O espetáculo da vida
Quando entrei no palco, sozinha estava, não sabia dançar. não sabia o que fazer. ensaiado? nunca tivera oportunidade para tal.
Comecei olhando para a 1ª fila dos que assistiam, uns me olhavam fascinados pelo meu figurino, outros viravam a cara, não haviam gostado de mim, mesmo antes de ver minha apresentação. fiquei com medo, mais logo na 2ª fila um pequeno grupo se levantou e começou a bater tímidas palmas. Me reanimei e comecei a observar cada rosto que me assistia, podia ver, quem me aplaudia com a sinceridade, também podia ver quem virava a cara, quem tinha inveja por não estar em meu lugar, podia ver a falsidade de pessoas batendo palma apenas para não serem excluídas pelo seu parceiro ao lado, podia ouvir o som de cada lagrima verdadeira cindo ao chão e podia sentir cada sorriso emocionado.

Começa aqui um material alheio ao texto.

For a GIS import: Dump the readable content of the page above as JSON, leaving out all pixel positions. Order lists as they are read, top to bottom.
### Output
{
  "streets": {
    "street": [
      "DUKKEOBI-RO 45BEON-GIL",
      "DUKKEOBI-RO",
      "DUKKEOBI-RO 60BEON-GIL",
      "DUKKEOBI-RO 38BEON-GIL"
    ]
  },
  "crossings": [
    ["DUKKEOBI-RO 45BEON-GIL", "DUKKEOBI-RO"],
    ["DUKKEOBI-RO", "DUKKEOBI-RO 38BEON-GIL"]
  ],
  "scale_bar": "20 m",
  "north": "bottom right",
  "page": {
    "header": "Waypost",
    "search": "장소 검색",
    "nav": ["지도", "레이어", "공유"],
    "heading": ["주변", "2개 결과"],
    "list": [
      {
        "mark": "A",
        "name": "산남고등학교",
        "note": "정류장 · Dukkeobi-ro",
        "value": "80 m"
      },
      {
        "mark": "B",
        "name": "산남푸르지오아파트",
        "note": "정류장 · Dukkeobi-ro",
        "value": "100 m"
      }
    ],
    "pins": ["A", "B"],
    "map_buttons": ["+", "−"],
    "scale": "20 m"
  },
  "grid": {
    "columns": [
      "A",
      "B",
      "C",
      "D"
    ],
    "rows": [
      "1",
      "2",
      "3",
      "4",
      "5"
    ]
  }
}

Queria ver onde terminava aquele enorme salão, queria ver o que mais tinha além daquelas 8, 9 filas a minha frente . dei um passo cai e destruí toda minha fantasia, muitos riram, muitos foram em bora e me chutaram ao sair .não tinha vontade de sair do chão, queria ficar ali até que as cortinas se fechasses, queria que tudo acabace logo. Então percebi que poucos grupos daqueles que me aplaudiam continuavam ali, a me aplaudir com mais força do que antes, e quando levantei a cabeça pude ver, muitos lugares vazios, como pude ver algumas peças ali me aplaudindo e chorando por me ver triste .
Continuei andando, andando, e caindo, caindo, vendo a mesma cena se repetir, até a hora que parei de cair e comecei apeas a tropeçar, idai que alguns saiam do meu espetáculo, não podia agradar a todos, tinha que me lembrar de como comecei tudo, SOZINHA .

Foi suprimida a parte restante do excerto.